▶ [Information shown]:
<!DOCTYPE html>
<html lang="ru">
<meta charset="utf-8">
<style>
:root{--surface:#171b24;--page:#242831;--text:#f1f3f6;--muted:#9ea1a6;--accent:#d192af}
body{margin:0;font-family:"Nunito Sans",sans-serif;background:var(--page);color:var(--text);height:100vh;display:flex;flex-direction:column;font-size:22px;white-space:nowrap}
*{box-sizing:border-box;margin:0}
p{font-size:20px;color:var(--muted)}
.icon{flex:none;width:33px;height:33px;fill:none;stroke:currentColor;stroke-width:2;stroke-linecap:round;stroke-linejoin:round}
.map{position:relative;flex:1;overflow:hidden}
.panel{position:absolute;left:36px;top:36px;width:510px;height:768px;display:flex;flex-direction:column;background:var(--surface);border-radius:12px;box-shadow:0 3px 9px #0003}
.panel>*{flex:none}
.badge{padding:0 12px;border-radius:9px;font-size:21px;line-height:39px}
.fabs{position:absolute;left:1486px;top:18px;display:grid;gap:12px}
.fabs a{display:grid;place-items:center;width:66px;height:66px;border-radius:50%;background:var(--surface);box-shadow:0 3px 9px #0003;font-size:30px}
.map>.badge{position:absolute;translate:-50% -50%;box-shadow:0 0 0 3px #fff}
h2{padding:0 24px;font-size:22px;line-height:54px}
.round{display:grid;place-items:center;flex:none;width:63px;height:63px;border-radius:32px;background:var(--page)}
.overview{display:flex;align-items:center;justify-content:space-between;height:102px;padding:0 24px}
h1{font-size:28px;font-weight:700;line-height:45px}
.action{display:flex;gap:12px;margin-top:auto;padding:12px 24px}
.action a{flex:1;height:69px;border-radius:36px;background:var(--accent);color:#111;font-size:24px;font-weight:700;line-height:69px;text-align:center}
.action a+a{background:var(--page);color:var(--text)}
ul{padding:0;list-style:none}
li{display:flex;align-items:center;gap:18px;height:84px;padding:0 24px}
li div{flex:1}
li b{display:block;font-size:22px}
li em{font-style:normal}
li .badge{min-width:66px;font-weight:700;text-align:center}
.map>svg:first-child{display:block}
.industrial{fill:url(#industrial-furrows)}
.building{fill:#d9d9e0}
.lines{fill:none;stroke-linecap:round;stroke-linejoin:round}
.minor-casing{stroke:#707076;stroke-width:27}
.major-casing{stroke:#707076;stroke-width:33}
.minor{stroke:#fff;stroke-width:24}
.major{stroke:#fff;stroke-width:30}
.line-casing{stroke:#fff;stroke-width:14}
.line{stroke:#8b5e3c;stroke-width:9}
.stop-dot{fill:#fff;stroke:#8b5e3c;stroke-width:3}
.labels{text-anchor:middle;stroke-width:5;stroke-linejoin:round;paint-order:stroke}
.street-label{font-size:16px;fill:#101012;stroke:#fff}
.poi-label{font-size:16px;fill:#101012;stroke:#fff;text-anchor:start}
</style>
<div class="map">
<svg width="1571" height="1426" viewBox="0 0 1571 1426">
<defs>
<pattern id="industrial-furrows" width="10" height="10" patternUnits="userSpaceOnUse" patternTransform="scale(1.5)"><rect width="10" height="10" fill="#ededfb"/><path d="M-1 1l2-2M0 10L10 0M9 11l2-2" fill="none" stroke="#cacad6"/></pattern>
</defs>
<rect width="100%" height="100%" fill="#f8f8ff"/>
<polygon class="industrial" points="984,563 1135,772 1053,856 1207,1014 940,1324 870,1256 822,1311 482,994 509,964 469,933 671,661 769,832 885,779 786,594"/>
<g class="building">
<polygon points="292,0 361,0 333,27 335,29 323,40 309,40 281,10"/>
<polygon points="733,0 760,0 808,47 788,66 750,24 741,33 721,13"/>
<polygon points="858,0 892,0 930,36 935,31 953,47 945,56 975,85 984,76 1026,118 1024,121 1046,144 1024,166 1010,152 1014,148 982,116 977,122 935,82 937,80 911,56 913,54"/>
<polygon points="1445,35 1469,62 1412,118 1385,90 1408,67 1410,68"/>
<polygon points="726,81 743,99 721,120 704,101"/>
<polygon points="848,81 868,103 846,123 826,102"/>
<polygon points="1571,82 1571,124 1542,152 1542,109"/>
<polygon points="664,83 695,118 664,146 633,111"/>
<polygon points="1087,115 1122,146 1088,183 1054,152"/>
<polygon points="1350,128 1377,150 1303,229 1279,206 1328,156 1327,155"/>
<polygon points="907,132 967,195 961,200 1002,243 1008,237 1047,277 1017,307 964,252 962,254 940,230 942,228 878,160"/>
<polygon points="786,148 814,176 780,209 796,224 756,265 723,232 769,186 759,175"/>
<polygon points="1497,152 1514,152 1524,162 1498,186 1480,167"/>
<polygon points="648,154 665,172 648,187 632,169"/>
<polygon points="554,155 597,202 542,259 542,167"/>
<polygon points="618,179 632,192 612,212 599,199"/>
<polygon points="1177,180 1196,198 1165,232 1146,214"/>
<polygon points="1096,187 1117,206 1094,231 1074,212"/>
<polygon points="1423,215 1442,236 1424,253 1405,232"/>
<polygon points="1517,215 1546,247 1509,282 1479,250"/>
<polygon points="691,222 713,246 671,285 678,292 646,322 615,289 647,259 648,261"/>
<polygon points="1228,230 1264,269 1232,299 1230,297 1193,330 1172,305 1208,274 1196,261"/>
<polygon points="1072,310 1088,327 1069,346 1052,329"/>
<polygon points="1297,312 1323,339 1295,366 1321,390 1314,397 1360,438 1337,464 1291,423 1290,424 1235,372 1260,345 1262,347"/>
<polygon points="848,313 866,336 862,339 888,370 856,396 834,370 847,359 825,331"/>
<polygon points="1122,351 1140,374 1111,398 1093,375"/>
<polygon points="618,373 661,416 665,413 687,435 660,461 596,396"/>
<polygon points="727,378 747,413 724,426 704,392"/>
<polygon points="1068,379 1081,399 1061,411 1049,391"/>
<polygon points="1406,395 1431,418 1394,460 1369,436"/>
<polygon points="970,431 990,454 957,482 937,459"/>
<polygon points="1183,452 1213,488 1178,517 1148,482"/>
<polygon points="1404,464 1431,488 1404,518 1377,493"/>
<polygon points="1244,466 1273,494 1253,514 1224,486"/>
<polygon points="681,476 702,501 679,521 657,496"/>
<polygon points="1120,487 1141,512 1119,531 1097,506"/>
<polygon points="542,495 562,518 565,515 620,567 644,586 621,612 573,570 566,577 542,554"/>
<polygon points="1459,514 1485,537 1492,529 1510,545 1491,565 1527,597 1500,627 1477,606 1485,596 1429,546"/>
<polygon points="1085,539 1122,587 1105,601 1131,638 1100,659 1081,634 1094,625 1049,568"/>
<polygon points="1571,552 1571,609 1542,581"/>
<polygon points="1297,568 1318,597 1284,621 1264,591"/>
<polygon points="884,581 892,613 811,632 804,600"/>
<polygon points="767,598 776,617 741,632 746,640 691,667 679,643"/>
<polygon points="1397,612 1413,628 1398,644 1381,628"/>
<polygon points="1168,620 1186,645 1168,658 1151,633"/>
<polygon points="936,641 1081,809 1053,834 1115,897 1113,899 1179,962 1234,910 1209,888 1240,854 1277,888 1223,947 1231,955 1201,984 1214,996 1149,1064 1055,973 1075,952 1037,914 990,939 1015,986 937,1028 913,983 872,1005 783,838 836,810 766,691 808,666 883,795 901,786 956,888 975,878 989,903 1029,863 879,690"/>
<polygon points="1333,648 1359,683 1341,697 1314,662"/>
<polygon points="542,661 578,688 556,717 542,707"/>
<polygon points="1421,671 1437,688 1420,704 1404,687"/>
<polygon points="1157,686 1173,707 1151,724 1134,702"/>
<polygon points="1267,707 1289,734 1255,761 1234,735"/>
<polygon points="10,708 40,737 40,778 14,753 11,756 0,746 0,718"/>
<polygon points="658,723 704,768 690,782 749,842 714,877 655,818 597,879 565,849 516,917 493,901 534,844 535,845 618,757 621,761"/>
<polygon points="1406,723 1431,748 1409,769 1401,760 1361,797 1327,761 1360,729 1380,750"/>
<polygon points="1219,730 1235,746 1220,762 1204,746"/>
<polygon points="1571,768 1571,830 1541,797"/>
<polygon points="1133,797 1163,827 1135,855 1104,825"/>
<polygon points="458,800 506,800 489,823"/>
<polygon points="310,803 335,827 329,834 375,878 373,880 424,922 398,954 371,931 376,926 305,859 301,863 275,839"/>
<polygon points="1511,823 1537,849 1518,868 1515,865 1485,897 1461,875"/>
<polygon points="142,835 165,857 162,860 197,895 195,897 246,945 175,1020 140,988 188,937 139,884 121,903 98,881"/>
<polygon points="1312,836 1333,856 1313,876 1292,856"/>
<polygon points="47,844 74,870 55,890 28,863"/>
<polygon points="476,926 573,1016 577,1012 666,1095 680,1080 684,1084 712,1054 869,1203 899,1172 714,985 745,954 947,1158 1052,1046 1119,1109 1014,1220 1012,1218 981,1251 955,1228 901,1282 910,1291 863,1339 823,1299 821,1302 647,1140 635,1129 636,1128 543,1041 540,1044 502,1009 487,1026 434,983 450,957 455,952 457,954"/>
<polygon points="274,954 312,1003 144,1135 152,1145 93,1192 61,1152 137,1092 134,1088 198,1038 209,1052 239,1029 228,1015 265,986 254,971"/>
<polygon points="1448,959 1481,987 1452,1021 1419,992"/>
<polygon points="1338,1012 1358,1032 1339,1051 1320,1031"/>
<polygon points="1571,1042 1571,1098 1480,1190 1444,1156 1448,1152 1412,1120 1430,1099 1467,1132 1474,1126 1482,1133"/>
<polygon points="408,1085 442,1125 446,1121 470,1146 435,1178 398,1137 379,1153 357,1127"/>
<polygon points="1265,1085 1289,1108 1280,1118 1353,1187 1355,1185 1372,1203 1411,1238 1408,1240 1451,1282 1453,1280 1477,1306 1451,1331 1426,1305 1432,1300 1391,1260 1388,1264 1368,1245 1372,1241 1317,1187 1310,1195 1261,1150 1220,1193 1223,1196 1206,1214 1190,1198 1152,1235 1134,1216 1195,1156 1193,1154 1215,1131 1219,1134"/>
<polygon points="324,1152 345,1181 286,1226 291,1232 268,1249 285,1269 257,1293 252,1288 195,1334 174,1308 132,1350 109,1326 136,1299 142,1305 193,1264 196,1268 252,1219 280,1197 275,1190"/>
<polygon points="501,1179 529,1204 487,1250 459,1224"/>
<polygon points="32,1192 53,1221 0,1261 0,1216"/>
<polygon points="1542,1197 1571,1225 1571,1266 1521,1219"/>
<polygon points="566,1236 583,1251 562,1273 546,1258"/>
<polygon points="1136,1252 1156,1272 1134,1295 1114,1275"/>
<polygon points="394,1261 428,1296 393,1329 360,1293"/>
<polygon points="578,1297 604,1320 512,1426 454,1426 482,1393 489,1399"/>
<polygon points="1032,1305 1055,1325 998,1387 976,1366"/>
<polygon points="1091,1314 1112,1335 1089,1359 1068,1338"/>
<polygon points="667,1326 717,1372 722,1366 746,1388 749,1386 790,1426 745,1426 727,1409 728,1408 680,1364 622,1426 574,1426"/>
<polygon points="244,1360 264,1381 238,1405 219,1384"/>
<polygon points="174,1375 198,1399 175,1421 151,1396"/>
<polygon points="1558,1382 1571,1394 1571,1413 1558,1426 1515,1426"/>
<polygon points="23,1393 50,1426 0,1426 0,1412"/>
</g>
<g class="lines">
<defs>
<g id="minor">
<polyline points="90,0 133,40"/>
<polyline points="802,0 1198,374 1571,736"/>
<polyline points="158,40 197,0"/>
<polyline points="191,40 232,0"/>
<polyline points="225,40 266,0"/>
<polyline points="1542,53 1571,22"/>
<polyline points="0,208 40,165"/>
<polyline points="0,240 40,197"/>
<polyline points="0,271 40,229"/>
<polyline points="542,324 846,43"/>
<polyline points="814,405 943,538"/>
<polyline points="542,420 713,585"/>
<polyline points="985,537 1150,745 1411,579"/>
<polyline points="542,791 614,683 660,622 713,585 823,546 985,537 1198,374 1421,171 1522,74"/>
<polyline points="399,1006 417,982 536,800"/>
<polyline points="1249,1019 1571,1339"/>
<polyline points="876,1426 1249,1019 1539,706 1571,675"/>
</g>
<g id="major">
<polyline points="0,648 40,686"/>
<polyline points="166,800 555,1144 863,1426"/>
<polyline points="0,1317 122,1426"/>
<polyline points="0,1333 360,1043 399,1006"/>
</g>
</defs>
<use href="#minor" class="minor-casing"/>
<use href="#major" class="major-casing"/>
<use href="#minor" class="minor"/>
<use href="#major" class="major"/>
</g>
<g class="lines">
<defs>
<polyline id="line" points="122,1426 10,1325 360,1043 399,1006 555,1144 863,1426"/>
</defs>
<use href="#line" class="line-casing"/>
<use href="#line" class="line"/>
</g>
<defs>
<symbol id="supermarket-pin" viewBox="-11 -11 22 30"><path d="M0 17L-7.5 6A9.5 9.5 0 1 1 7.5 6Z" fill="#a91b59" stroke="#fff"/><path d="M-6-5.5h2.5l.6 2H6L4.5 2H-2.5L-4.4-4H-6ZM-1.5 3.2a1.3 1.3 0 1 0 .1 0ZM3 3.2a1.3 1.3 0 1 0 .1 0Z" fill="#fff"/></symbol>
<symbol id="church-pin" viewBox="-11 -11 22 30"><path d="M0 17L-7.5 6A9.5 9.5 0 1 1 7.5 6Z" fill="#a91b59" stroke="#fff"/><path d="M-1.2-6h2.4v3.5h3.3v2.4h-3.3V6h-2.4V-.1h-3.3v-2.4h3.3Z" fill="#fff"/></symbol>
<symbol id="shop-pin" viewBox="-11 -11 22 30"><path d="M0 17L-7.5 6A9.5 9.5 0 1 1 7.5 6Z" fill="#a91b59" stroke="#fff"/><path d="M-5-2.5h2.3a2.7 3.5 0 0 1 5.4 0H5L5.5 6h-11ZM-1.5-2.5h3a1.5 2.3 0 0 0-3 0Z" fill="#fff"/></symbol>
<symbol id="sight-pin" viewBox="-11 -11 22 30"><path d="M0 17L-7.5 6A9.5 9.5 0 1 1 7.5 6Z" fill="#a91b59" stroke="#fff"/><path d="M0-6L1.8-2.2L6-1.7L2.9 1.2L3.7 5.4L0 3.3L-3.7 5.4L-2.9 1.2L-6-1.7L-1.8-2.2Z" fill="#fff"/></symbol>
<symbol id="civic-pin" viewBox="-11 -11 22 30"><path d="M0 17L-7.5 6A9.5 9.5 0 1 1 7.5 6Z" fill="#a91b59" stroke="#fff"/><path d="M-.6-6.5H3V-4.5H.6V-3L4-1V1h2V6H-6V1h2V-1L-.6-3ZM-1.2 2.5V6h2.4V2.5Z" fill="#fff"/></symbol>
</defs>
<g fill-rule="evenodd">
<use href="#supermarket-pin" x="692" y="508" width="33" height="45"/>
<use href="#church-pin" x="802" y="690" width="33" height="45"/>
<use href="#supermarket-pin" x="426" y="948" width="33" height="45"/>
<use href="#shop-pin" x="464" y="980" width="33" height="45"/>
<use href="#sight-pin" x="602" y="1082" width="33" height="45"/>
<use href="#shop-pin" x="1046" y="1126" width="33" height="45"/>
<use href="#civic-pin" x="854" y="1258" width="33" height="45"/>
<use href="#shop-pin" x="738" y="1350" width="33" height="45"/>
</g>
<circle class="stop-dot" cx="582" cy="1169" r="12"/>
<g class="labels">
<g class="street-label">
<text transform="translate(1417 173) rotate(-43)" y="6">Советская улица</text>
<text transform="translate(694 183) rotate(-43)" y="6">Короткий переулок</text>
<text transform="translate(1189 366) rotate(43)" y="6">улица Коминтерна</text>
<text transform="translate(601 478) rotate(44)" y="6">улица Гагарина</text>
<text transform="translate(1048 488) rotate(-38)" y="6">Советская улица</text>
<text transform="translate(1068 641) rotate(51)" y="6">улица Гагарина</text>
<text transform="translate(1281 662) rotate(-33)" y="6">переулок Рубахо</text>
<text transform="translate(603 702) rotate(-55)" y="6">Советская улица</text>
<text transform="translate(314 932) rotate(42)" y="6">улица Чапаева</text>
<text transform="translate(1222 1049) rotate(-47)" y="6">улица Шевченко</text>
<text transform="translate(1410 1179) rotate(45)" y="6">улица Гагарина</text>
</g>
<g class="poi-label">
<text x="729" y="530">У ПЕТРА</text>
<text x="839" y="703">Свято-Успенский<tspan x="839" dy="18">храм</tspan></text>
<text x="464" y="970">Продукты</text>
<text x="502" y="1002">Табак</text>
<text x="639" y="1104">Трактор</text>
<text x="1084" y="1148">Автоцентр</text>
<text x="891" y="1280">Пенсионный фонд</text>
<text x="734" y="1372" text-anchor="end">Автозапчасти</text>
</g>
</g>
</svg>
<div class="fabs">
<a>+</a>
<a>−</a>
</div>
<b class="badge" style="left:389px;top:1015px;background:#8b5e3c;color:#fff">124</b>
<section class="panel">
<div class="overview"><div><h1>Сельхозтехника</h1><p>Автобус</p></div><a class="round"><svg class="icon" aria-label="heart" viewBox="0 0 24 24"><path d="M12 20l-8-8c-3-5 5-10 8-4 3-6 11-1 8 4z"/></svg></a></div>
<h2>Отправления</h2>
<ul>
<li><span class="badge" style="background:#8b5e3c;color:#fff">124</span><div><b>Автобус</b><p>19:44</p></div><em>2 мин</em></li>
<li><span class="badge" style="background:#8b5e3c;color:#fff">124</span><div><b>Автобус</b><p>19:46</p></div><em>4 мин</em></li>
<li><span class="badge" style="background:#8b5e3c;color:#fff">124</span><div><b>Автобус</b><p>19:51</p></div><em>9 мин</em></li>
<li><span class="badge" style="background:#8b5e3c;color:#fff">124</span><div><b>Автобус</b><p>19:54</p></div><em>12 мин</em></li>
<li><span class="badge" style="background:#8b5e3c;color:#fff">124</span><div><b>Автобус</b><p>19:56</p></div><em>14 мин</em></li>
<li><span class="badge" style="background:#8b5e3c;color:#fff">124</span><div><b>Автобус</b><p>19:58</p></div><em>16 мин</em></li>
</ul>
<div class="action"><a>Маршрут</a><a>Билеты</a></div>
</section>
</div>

▶ [Problem description]: Look for the word "linecap" in the data, then return every line that contains it.

▶ [Task answer]:
.icon{flex:none;width:33px;height:33px;fill:none;stroke:currentColor;stroke-width:2;stroke-linecap:round;stroke-linejoin:round}
.lines{fill:none;stroke-linecap:round;stroke-linejoin:round}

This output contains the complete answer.